Ljubomir Ljubojevic office at plnet.rs
Mon May 16 23:45:14 UTC 2011


Gordon Messmer wrote:
> On 05/15/2011 06:10 PM, Johnny Hughes wrote:
>> Where is Ubuntu telling people exactly where they stand on producing a
>> their new releases.
>>
>> What about Red Hat ... how about Fedora.
> 
> I don't know about Ubuntu, I don't use it.
> 
> Fedora, on the other hand publishes their schedule:
> http://fedoraproject.org/wiki/Releases/15/Schedule
> And the release life cycle:
> http://fedoraproject.org/wiki/Fedora_Release_Life_Cycle
> And their release criteria:
> http://fedoraproject.org/wiki/QA/ReleaseCriteria
> And release engineering documentation, including the names of 
> responsible persons and directions for getting involved:
> http://fedoraproject.org/wiki/ReleaseEngineering
> And standard operating procedures:
> http://fedoraproject.org/wiki/ReleaseEngineering/SOP
> 
> The release criteria includes a Bugzilla list for a release blocker bug 
> which shows users what issues currently need to be resolved before the 
> release.  Users are very well informed about the state of the project.
> 
> Fedora uses Koji to build packages.  Users can view build logs in the 
> Koji interface as well.
> 
> After building packages, maintainers push to Bodhi, where users can test 
> the package and indicate success or failure before the package is 
> finally published.
> 
> If CentOS were run even remotely like Fedora, these discussions wouldn't 
> come up.

There is no way that CentOS or any other REBUILD project can be run as 
DEVELOPMENT project where you can build as you like.
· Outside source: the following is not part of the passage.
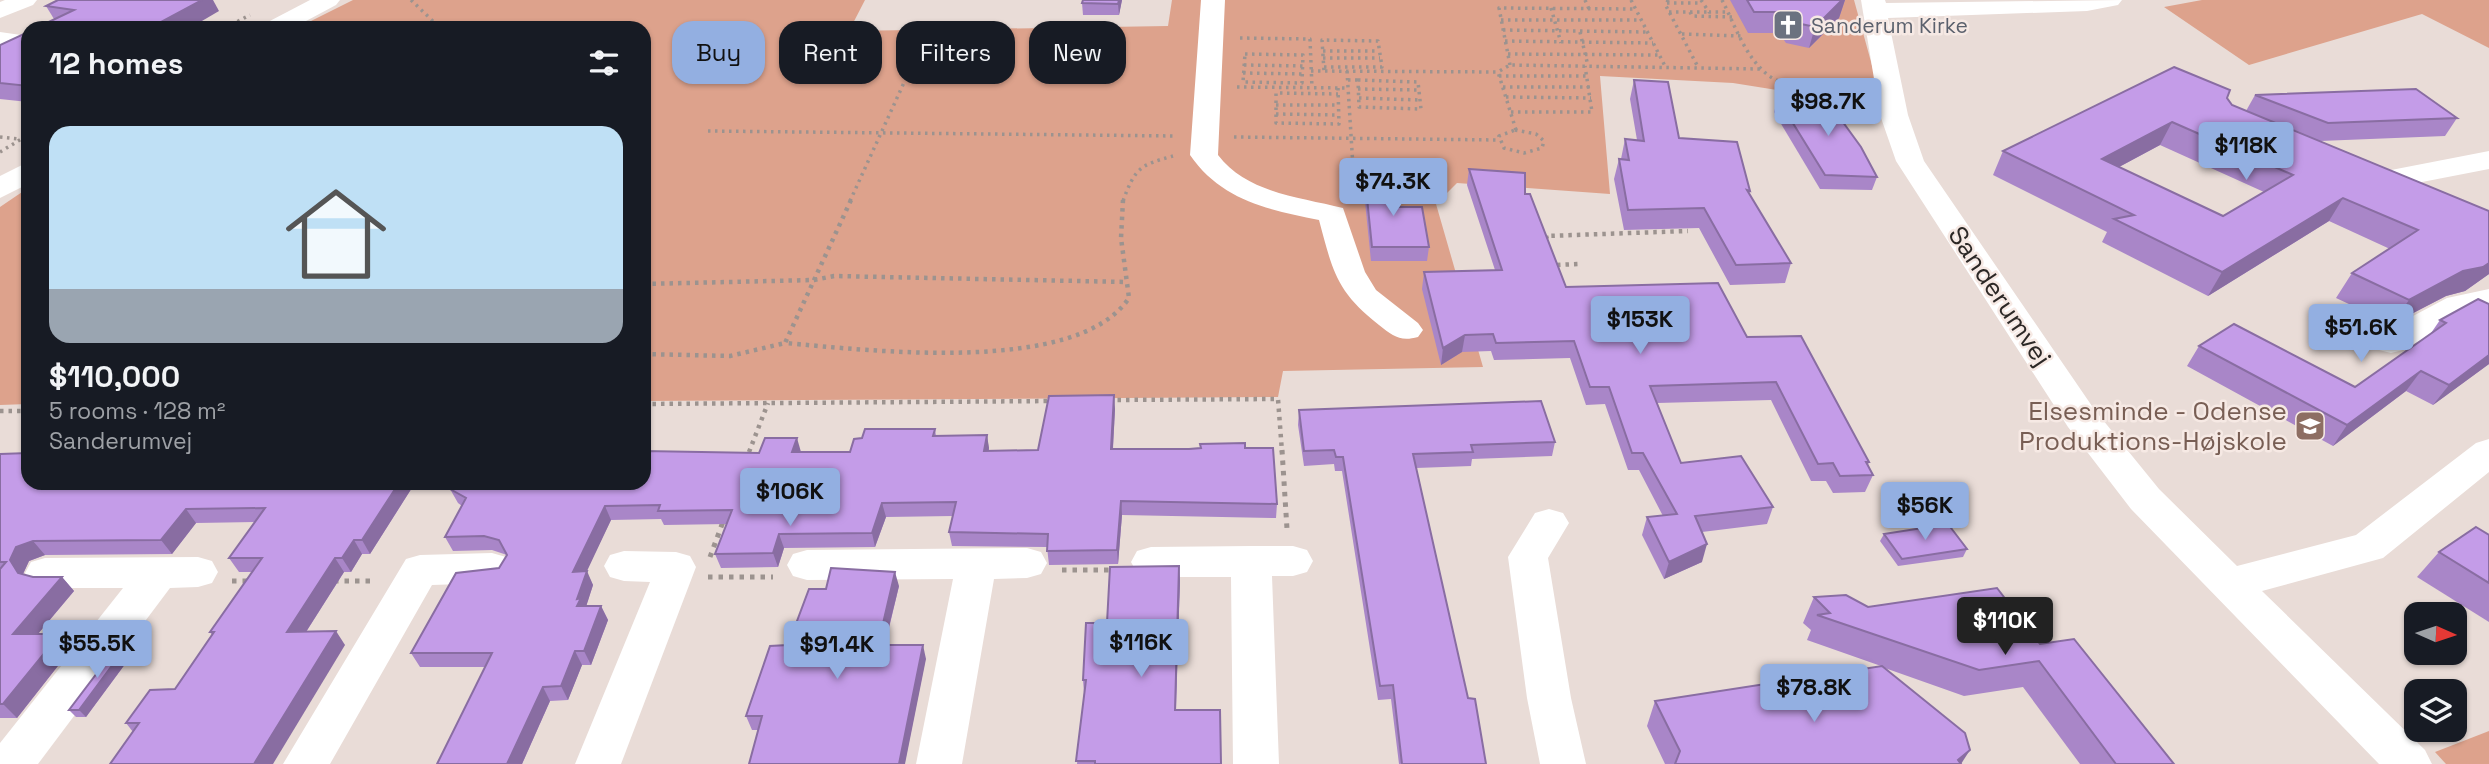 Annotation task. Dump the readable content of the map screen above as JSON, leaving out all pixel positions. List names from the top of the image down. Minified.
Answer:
{"streets":{"street":["Sanderumvej"]},"places":{"church":["Sanderum Kirke"],"school or university":["Elsesminde - Odense Produktions-Højskole"]},"north":"right","page":{"chip":["Buy","Rent","Filters","New"],"heading":"12 homes","price":["$98.7K","$118K","$74.3K","$153K","$51.6K","$106K","$56K","$110K","$116K","$55.5K","$91.4K","$78.8K"],"list":[{"name":"$110,000","note":"5 rooms · 128 m² · Sanderumvej"}]}} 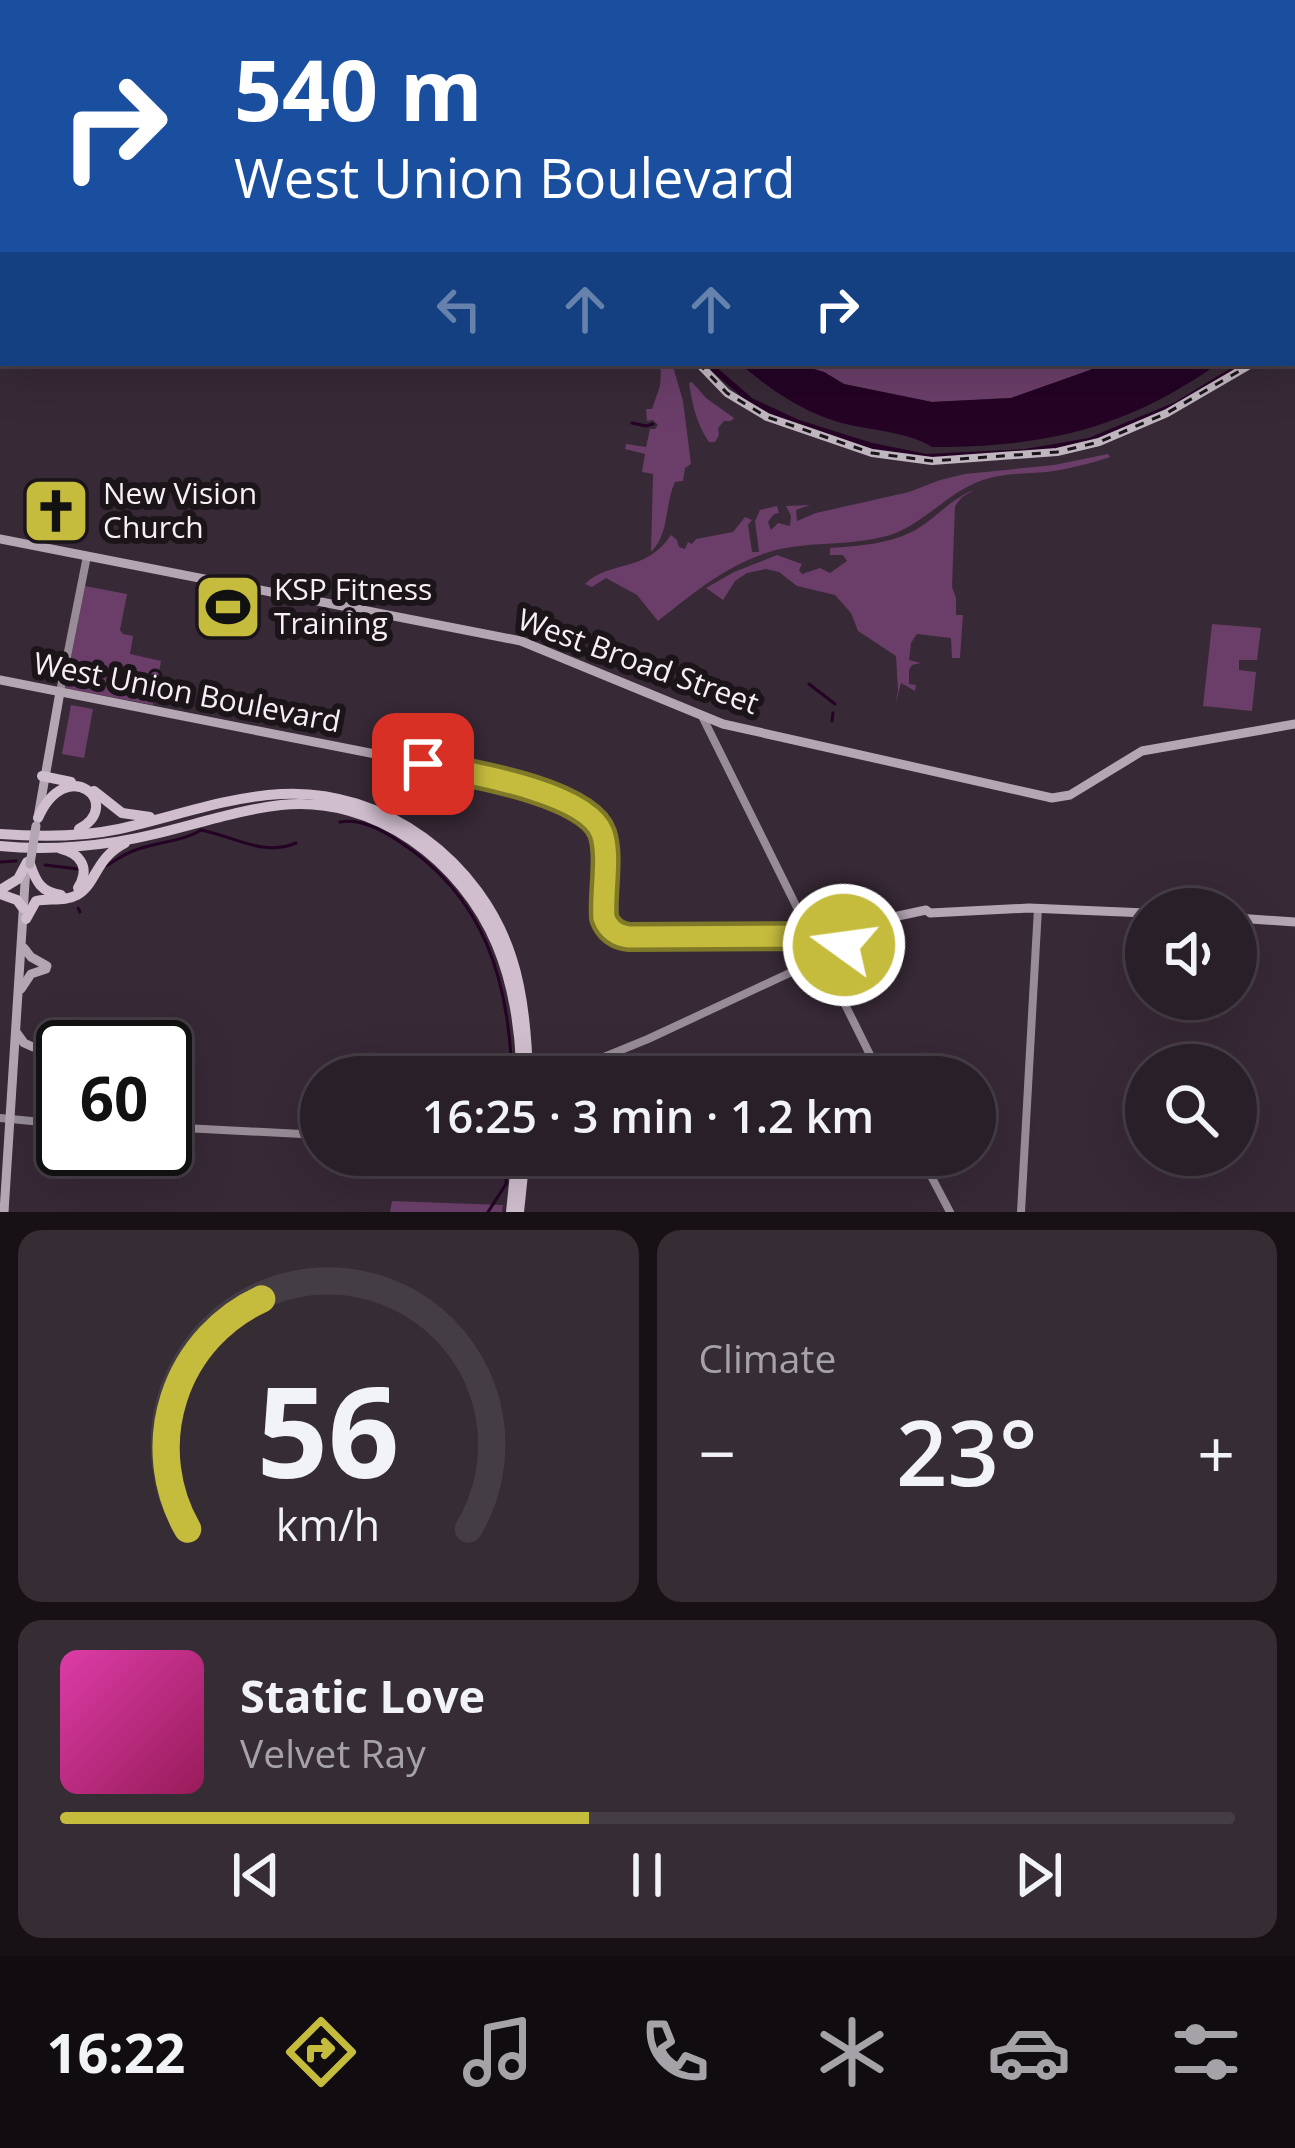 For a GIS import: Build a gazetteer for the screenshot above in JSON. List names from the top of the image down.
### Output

Scan both mailing 
lists few months back where those differences were thoroughly explained.

<snip>

> All of that is more or less a distraction from the point at which this 
> branch of the thread began.  One person suggested that 6.1 might take 
> only a month, and that seems highly questionable.  Without making any 
> value judgments about whether or not the distribution *should* be 
> available in one month, or whether some other project can do it faster, 
> and without questioning the competence of anyone, I still think it's 
> legitimate to express doubts that a release can be made ready in that 
> time frame.  There is no recent evidence that users can expect that.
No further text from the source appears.